Task requirements: Below are the records; output them exactly from the first line through the line with "position:relative; flex:1; overflow:hidden", stopping there.

[Data extracted from a collection]
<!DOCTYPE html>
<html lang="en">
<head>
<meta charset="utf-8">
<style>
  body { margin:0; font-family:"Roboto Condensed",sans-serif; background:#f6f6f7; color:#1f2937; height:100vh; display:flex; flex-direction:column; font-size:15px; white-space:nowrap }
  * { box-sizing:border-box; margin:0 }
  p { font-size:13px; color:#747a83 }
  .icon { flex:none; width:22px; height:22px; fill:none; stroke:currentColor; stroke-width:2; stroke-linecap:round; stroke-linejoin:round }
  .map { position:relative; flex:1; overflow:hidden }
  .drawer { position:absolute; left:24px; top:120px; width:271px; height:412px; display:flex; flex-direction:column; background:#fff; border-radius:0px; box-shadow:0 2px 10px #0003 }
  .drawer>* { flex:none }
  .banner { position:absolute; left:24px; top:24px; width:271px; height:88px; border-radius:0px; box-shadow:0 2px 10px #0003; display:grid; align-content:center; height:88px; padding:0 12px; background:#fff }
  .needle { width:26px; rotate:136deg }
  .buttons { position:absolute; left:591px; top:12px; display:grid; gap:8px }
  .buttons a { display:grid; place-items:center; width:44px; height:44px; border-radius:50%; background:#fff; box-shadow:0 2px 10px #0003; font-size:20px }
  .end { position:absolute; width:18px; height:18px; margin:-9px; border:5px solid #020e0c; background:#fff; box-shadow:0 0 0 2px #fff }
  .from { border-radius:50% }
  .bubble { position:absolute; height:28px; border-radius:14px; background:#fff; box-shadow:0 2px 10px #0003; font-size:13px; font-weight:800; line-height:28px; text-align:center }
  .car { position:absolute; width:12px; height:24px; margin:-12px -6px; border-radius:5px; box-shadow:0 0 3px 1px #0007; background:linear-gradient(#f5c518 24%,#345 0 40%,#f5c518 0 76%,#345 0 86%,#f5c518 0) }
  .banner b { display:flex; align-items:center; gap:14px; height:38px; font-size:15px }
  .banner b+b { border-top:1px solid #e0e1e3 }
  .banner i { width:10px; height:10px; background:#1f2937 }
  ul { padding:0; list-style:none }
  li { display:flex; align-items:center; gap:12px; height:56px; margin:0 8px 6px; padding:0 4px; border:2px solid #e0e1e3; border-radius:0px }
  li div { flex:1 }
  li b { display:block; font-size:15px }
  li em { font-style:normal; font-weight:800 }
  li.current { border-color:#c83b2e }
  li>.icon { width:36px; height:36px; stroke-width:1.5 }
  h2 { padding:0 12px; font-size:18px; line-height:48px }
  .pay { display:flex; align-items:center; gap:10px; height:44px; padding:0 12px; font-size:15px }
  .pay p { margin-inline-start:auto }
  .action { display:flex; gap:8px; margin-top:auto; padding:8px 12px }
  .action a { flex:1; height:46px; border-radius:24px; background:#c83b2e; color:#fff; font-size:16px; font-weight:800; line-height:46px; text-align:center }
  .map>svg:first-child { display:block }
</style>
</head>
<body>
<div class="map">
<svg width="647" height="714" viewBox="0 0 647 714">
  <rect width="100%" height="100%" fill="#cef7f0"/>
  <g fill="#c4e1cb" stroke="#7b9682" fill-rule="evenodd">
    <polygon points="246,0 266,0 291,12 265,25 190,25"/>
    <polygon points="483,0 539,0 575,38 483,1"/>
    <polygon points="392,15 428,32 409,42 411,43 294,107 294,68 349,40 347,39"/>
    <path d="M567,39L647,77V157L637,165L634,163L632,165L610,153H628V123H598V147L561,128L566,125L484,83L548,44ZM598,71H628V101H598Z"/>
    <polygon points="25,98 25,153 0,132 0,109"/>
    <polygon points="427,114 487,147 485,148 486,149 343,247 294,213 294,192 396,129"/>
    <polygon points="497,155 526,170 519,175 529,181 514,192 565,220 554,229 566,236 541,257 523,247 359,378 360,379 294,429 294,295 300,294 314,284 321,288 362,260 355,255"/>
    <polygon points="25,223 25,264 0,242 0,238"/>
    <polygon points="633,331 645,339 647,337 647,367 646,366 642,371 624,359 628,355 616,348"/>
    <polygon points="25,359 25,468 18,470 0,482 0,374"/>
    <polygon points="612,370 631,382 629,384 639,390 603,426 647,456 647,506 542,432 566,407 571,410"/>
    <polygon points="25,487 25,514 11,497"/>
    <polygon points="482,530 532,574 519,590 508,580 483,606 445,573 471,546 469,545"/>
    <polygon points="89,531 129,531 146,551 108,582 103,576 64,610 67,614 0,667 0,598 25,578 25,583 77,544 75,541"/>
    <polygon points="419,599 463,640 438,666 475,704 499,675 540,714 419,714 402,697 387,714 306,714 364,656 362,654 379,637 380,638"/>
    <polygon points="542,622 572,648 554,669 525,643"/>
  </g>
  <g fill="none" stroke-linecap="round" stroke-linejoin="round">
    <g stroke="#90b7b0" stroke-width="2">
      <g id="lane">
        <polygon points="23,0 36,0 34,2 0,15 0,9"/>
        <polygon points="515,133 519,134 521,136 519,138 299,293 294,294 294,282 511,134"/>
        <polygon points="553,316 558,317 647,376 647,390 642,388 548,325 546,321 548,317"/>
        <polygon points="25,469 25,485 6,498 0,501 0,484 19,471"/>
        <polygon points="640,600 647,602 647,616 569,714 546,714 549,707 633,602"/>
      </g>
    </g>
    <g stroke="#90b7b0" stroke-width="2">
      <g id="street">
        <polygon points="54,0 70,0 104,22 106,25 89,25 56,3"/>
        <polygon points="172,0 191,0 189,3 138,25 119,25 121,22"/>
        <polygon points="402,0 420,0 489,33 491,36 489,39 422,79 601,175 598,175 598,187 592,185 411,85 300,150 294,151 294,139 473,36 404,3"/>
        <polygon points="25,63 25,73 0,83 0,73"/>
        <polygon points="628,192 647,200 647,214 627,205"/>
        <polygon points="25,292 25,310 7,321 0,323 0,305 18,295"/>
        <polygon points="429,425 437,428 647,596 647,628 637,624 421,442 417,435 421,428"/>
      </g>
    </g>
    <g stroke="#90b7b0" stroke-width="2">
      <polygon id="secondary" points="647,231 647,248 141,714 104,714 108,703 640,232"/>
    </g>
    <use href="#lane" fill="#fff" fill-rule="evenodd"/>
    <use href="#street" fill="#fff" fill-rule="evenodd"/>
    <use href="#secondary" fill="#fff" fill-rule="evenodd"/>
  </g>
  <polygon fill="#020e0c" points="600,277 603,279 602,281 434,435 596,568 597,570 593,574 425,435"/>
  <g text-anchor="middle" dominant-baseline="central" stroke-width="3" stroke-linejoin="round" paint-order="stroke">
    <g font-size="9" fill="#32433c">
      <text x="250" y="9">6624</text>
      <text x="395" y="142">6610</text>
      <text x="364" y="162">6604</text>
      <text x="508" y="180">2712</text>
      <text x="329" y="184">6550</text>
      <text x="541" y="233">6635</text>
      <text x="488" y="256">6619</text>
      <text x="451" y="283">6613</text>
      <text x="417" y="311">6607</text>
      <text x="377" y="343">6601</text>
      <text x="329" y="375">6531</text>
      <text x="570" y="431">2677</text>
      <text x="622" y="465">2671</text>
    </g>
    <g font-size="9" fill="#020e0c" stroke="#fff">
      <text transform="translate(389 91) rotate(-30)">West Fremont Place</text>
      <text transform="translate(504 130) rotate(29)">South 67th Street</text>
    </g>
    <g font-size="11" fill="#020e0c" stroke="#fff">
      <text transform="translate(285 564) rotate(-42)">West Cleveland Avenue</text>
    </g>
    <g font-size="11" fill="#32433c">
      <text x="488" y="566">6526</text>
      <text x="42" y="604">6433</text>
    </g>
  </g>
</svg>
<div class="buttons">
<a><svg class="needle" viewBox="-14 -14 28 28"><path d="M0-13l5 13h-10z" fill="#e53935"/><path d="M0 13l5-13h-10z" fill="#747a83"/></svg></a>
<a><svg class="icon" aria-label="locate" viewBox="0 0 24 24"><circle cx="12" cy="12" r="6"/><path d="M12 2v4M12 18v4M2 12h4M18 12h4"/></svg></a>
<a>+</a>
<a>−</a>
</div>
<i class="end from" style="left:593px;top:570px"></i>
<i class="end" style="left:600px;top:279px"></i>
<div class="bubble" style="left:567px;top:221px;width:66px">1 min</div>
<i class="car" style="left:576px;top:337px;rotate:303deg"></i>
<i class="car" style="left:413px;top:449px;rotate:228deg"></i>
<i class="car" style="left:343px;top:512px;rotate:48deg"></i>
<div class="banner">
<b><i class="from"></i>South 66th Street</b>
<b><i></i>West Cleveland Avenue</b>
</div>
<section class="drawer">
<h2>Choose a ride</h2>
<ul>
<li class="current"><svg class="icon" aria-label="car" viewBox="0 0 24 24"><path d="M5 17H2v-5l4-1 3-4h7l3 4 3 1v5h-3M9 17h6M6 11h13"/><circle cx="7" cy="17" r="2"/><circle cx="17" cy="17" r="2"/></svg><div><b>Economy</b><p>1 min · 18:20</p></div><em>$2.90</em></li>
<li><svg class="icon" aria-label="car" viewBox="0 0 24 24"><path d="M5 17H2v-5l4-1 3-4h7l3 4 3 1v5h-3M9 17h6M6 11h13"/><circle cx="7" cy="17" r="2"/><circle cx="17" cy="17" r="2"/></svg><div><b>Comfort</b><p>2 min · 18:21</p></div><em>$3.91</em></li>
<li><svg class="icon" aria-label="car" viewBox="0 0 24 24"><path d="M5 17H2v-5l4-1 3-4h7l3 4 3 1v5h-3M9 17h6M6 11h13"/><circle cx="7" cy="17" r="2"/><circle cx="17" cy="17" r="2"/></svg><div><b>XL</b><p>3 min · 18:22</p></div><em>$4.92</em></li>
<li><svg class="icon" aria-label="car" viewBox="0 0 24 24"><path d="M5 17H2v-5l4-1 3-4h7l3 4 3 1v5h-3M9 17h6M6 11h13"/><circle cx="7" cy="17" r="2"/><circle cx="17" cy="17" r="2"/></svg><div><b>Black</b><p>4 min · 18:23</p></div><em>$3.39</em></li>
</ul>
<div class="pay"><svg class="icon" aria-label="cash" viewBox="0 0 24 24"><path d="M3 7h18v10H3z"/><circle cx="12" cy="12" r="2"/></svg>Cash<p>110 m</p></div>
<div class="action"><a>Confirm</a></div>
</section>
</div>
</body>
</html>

Response to the task:
<!DOCTYPE html>
<html lang="en">
<head>
<meta charset="utf-8">
<style>
  body { margin:0; font-family:"Roboto Condensed",sans-serif; background:#f6f6f7; color:#1f2937; height:100vh; display:flex; flex-direction:column; font-size:15px; white-space:nowrap }
  * { box-sizing:border-box; margin:0 }
  p { font-size:13px; color:#747a83 }
  .icon { flex:none; width:22px; height:22px; fill:none; stroke:currentColor; stroke-width:2; stroke-linecap:round; stroke-linejoin:round }
  .map { position:relative; flex:1; overflow:hidden }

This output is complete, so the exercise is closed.